Link Cython-wrapped C functions against BLAS from NumPy - numpy

I want to use inside a Cython extension some C functions defined in .c files that uses BLAS subroutines, e.g.
cfile.c
double ddot(int *N, double *DX, int *INCX, double *DY, int *INCY);
double call_ddot(double* a, double* b, int n){
int one = 1;
return ddot(&n, a, &one, b, &one);
}
(Let’s say the functions do more than just call one BLAS subroutine)
pyfile.pyx
cimport numpy as np
import numpy as np
cdef extern from "cfile.c":
double call_ddot(double* a, double* b, int n)
def pyfun(np.ndarray[double, ndim=1] a):
return call_ddot(&a[0], &a[0], <int> a.shape[0])
setup.py:
from distutils.core import setup
from distutils.extension import Extension
from Cython.Build import cythonize
from Cython.Distutils import build_ext
import numpy
setup(
name = "wrapped_cfun",
packages = ["wrapped_cfun"],
cmdclass = {'build_ext': build_ext},
ext_modules = [Extension("wrapped_cfun.cython_part", sources=["pyfile.pyx"], include_dirs=[numpy.get_include()])]
)
I want this package to link against the same BLAS library that the installed NumPy or SciPy are using, and would like it to be installable from PIP under different operating systems using numpy or scipy as dependencies, without any additional BLAS-related dependency.
Is there any hack for setup.py that would allow me to accomplish this, in a way that it could work with any BLAS implementation?
Update:
With MKL, I can make it work by modifying the Extension object to point to libmkl_rt, which can be extracted from numpy if MKL is installed, e.g.:
Extension("wrapped_cfun.cython_part", sources=["pyfile.pyx"], include_dirs=[numpy.get_include()], extra_link_args=["-L{path to python's lib dir}", "-l:libmkl_rt.{so, dll, dylib}"])
However, the same trick does not work for OpenBLAS (e.g. -l:libopenblasp-r0.2.20.so). Pointing to libblas.{so,dll,dylib} will not work if that file is a link to libopenblas, but works fine it it's a link to libmkl_rt.
Update 2:
It seems OpenBLAS names their C functions with an underscore at the end, e.g. not ddot but ddot_. The code above with l:libopenblas will work if I change ddot to ddot_ in the .c file. I'm still wondering if there is some (ideally run-time) mechanism to detect which name should be used in the c file.

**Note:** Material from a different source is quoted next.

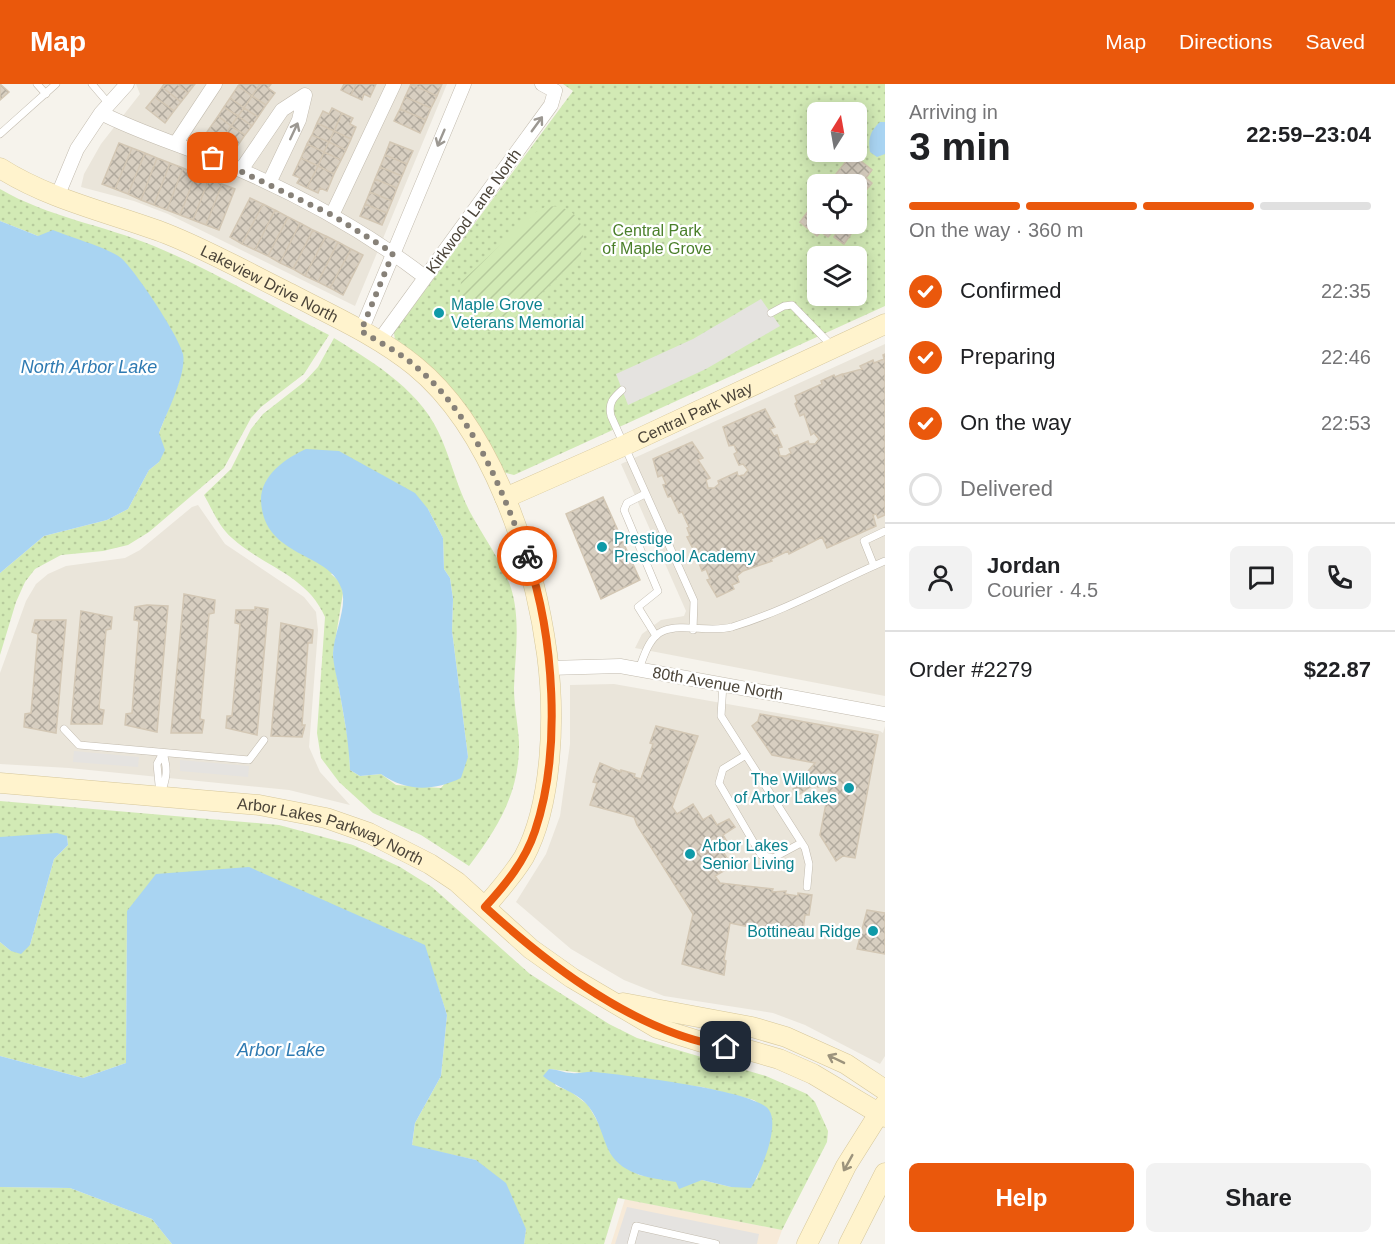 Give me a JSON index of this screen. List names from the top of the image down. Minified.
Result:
{"streets":{"street":["Kirkwood Lane North","Lakeview Drive North","Central Park Way","80th Avenue North","Arbor Lakes Parkway North"]},"crossings":[["Kirkwood Lane North","Lakeview Drive North"],["Lakeview Drive North","Central Park Way"],["Lakeview Drive North","80th Avenue North"],["Lakeview Drive North","Arbor Lakes Parkway North"]],"water":["North Arbor Lake","Arbor Lake"],"parks":["Central Park of Maple Grove"],"places":["Maple Grove Veterans Memorial","Prestige Preschool Academy","The Willows of Arbor Lakes","Arbor Lakes Senior Living","Bottineau Ridge"],"north":"top","page":{"header":"Map","nav":["Map","Directions","Saved"],"heading":["3 min","Arriving in","22:59–23:04"],"panel":["Jordan","Courier · 4.5","Order #2279","$22.87"],"bar":"On the way · 360 m","list":[["Confirmed","22:35"],["Preparing","22:46"],["On the way","22:53"],"Delivered"],"buttons":["Help","Share"]}}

An alternative to depending on linker/loader to provide the right blas-functionality, would be to emulate resolution of the necessary blas-symbols (e.g. ddot) and to use the wrapped blas-function provided by scipy during the runtime.
Not sure, this approach is superior to the "normal way" of building, but wanted to bring it to your attention, even if only because I find this approach interesting.
The idea in a nutshell:
Define an explicit function-pointer to ddot-functionality, called my_ddot in the snippet below.
Use my_ddot-pointer where you would use ddot-otherwise.
Initialize my_ddot-pointer when the cython-module is loaded with the functionality provided by scipy.
Here is a working prototype (I use C-code-verbatim to make the snippet standalone and easily testable in a jupiter-notebook, trust you to transform it to format you need/like):
%%cython
# h-file:
cdef extern from *:
"""
// blas-functionality,
// will be initialized by cython when module is loaded:
typedef double (*ddot_t)(int *N, double *DX, int *INCX, double *DY, int *INCY);
extern ddot_t my_ddot;
double call_ddot(double* a, double* b, int n);
"""
ctypedef double (*ddot_t)(int *N, double *DX, int *INCX, double *DY, int *INCY)
ddot_t my_ddot
double call_ddot(double* a, double* b, int n)
# init the functions of the c-library
# with blas-function provided by scipy
from scipy.linalg.cython_blas cimport ddot
my_ddot=ddot
# a simple function to demonstrate, that it works
def ddot_mult(double[:]a, double[:]b):
cdef int n=len(a)
return call_ddot(&a[0], &b[0], n)
#-------------------------------------------------
# c-file, added so the example is complete
cdef extern from *:
"""
ddot_t my_ddot;
double call_ddot(double* a, double* b, int n){
int one = 1;
return my_ddot(&n, a, &one, b, &one);
}
"""
pass
And now ddot_mult can be used:
import numpy as np
a=np.arange(4, dtype=float)
ddot_mult(a,a) # 14.0 as expected!
An advantage of this approach is, that there is no hustle with distutils and you have a guarantee, to use the same blas-functionality as scipy.
Another perk: One could switch the used engine (mkl, open_blas or even an own implementation) during the runtime without the need to recompile/relink.
On there other hand, there is some additional amount of boilerplate-code and also the danger, that initialization of some symbols will be forgotten.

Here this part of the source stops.